‘The Airborne Forces Experimental Establishment’ is an academic book in style, but it’s full of interesting nuggets of information about the personalities, politics and technology involved in developing Britain’s parachute and glider forces.
Review of “The Airborne Forces Experimental Establishment – The Development of British Airborne Technology, 1940-1950” by Tim Jenkins, published 11 September 2015 by Helion.
‘The Airborne Forces Experimental Establishment’ is written in an academic style. This is both a strength and a weakness. The strength is that there is not much reliance on other people’s books, and there are lots of quotes from archival documents. It also means the book is full of interesting information that you feel you can trust, because it is cited verbatim and fully footnoted, so you can check for yourself, should you want to. The weakness is that the academic style does not lend itself to easy reading. The beginning of the book is the hardest going.
The good news is that things pick up significantly after you get past the opening exposition of the arguments, with its references to the arguments of other academics. Once you get into the meat of the book, the sentences become much more readable and abstraction is replaced with factual information. This information is often used to make an inference or support a theory, but it’s not overdone.
The book’s primary theory is that Britain’s airborne forces were created out of a vacuum by the god-like fiat of Winston Churchill. In a minute dated 22 June 1940 he famously demanded the creation of a force of 5,000 airborne soldiers. Prior to this, nobody had actually examined whether there was a need for them, how they might be used, or whether they could be afforded. The armed forces had not stated a requirement. In particular the development of assault gliders swung into high gear without any consideration of which aircraft might tow them, or where such aircraft might come from. The author maintains that this lack of prior requirement and analysis meant that development was haphazard and lacked direction, and greatly hindered the effective use of airborne forces on operations throughout the war.
If you disagree with this hypothesis, then you get plenty of chances to examine the evidence. The bulk of the book is devoted to looking in detail at how the development of gliders and airborne technology progressed during the war. Sometimes the argument seems a bit thin. There were indeed no suitable British tug planes available for most of the war. The British Horsa and Hamilcar gliders were indeed developed without first considering what might tow them. But like the American Waco, which was designed around the Jeep, the British gliders were designed around what they were intended to carry, i.e. a platoon of men, or a gun and its jeep, or a light armoured vehicle.
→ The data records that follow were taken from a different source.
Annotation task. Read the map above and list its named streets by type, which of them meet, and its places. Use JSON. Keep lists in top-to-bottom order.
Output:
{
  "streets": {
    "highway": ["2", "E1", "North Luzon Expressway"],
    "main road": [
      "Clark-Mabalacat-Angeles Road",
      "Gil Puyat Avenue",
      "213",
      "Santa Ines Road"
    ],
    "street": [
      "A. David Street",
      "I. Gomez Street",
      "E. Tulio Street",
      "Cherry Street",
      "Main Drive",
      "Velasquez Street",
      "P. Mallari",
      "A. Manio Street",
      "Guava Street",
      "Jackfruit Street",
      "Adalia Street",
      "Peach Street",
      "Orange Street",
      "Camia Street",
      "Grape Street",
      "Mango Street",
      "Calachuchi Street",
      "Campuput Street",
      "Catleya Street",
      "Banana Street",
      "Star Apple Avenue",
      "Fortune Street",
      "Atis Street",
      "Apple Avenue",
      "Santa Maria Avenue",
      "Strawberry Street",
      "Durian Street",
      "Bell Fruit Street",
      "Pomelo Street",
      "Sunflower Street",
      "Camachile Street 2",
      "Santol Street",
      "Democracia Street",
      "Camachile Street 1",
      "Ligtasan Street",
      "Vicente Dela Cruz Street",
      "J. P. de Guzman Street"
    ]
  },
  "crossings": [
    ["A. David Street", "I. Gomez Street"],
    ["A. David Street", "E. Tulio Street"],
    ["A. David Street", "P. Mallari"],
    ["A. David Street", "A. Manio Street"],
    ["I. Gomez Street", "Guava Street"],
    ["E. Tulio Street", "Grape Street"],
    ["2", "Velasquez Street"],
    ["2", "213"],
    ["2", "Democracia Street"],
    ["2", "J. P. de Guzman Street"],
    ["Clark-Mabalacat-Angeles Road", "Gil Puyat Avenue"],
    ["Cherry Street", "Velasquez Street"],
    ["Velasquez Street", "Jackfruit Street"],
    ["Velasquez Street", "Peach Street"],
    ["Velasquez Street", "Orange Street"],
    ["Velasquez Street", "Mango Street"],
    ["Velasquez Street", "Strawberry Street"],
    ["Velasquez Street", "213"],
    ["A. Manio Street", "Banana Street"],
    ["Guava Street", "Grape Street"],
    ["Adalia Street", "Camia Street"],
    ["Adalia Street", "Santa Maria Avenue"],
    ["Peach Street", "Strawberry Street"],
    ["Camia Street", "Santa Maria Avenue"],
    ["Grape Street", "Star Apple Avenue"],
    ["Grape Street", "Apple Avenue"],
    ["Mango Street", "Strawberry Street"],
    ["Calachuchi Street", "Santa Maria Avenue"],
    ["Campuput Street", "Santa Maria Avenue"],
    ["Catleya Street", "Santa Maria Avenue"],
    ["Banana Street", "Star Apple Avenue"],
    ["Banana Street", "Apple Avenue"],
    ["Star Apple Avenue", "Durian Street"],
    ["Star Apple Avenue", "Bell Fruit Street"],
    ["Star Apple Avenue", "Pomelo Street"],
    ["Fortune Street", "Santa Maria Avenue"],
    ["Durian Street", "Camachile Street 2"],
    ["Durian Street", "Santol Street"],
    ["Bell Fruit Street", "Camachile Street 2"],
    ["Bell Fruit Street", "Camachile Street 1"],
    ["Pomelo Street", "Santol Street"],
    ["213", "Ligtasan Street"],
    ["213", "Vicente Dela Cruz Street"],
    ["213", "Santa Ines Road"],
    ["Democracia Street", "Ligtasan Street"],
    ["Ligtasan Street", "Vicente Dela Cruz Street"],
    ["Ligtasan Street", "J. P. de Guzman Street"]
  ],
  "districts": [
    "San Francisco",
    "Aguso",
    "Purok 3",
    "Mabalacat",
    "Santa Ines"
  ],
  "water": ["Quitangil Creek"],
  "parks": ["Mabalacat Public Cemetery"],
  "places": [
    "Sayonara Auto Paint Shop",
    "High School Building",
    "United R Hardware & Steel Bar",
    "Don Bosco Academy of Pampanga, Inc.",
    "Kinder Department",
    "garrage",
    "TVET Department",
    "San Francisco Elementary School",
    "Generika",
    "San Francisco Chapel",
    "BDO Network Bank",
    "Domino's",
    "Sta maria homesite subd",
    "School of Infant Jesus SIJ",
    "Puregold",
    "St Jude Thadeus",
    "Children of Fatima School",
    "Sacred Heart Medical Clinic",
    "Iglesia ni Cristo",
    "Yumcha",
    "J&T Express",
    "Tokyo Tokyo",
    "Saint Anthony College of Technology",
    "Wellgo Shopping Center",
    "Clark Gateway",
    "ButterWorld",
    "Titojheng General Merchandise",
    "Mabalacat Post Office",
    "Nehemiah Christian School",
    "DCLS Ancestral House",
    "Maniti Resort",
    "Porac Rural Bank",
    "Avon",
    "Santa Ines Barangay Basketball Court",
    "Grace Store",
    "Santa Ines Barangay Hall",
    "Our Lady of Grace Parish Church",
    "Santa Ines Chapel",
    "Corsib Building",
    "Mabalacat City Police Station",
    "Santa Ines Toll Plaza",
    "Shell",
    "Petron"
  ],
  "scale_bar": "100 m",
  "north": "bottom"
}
Would the designers have seriously compromised what the gliders could carry if they had approached the problem from the point of view of what could tow them? How different would the gliders have been if one particular strategic or tactical use of airborne forces had been stated in advance rather than another? And given the rapid changes of doctrine that war brings about, based on the hard lessons of actual combat, would any pre-stated requirement have remained intact? Military requirements are like military plans, of which it has famously been said: “No plan survives contact with the enemy.”
But the author doesn’t just stop at saying there was no prior requirements analysis, which any business consultant will tell you is indeed A Very Bad Thing. He goes on to say that actually there was a requirement behind Churchill’s apparently irresponsible demand for airborne forces that there were no resources to build. It’s just that the requirements were not operational but psychological and connected with morale.
On the one hand Churchill knew the terrors and doubts that were even then transfixing the British armed forces and the British people. The German airborne operations in the Low Countries (e.g. the glider assault at Eben Emael) had shocked everybody. There was a universal paranoia about imminent airborne attacks on Britain, and hundreds of thousands of men were scattered about guarding positions well away from the front lines because nobody knew where such an attack might come. If the UK had its own airborne forces, they would surely have the same effect on the enemy.
On the other hand, marooned in our island fortress following the evacuation from Dunkirk, there was no way to hit back, it seemed, except by using the RAF. The soldiers of the Army had become increasingly depressed with this defensive posture, the enforced idleness, and the uncertain waiting. The creation of forces like the Commandos, SOE, paratroopers and glider troops gave our men the chance to hit back, and to terrorise the enemy in his own heartland.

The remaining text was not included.